BEGIN

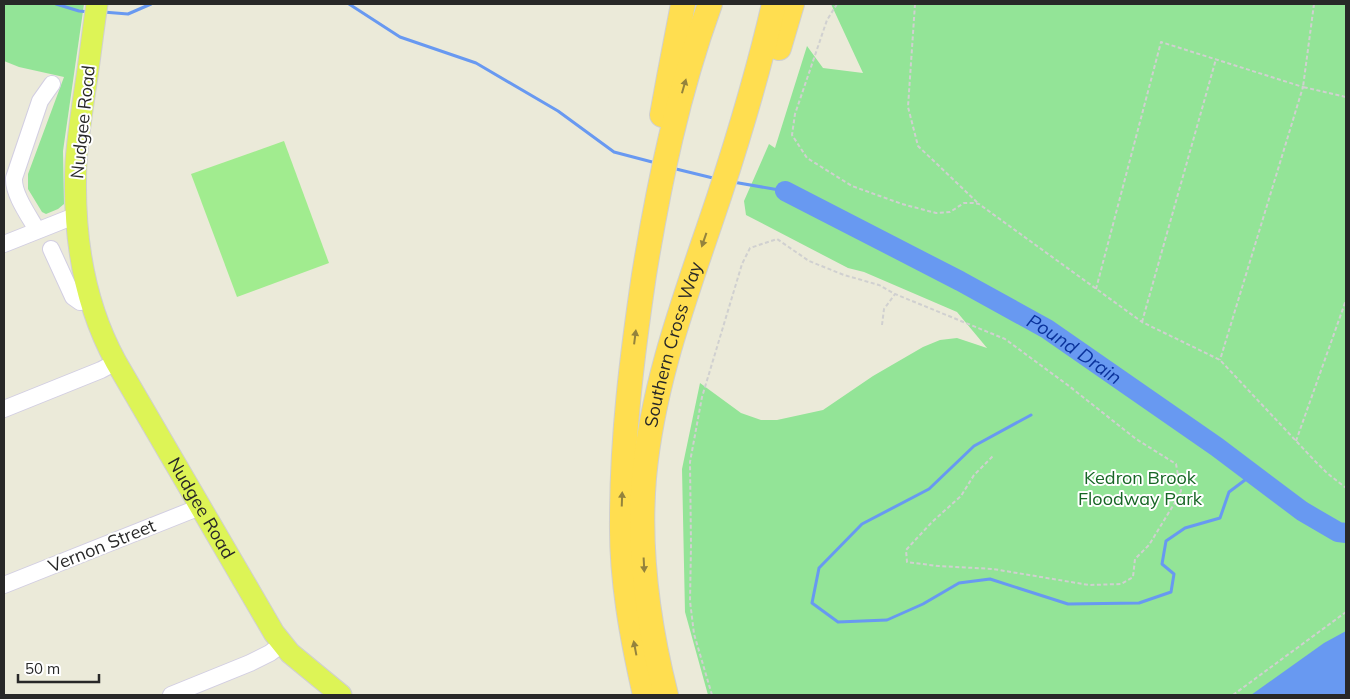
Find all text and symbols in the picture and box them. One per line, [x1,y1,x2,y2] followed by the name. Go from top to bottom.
[65,64,100,180] street label: Nudgee Road
[681,78,689,93] one-way arrow
[700,233,708,248] one-way arrow
[639,258,707,429] street label: Southern Cross Way
[1023,308,1127,389] water label: Pound Drain
[632,329,640,345] one-way arrow
[163,453,240,563] street label: Nudgee Road
[1078,466,1203,510] park label: Kedron Brook Floodway Park
[619,491,627,507] one-way arrow
[45,514,159,577] street label: Vernon Street
[641,557,649,573] one-way arrow
[631,639,639,655] one-way arrow
[18,652,99,684] scale bar
[25,659,60,678] text: 50 m

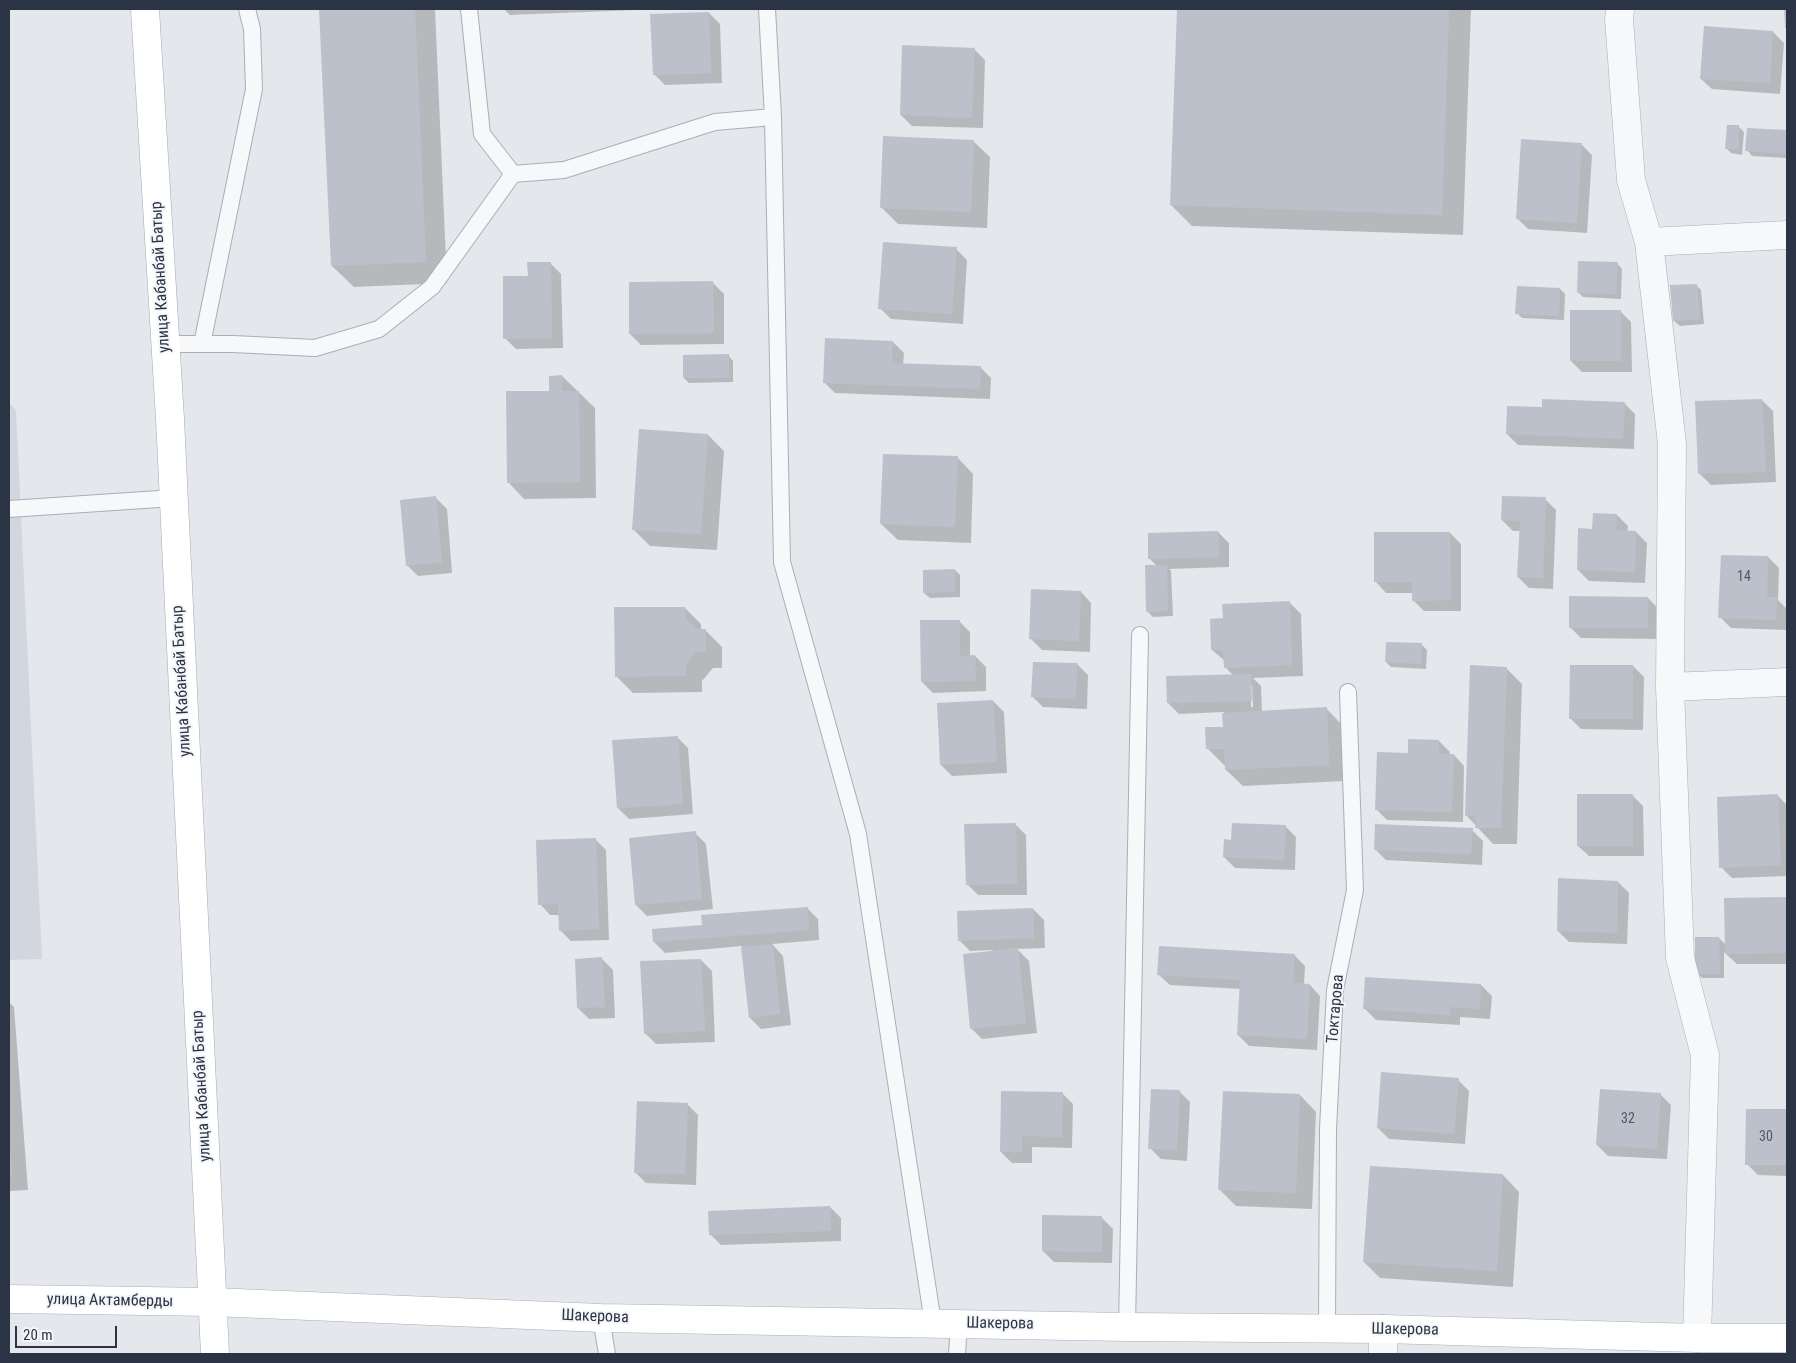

END

Exercise directions: Repeat the records above word for word, apart from the pictures.

Exercise solution:
Find all text and symbols in the picture and box them. One per line, [x1,y1,x2,y2] followed by the name. Go from top to bottom.
[65,64,100,180] street label: Nudgee Road
[681,78,689,93] one-way arrow
[700,233,708,248] one-way arrow
[639,258,707,429] street label: Southern Cross Way
[1023,308,1127,389] water label: Pound Drain
[632,329,640,345] one-way arrow
[163,453,240,563] street label: Nudgee Road
[1078,466,1203,510] park label: Kedron Brook Floodway Park
[619,491,627,507] one-way arrow
[45,514,159,577] street label: Vernon Street
[641,557,649,573] one-way arrow
[631,639,639,655] one-way arrow
[18,652,99,684] scale bar
[25,659,60,678] text: 50 m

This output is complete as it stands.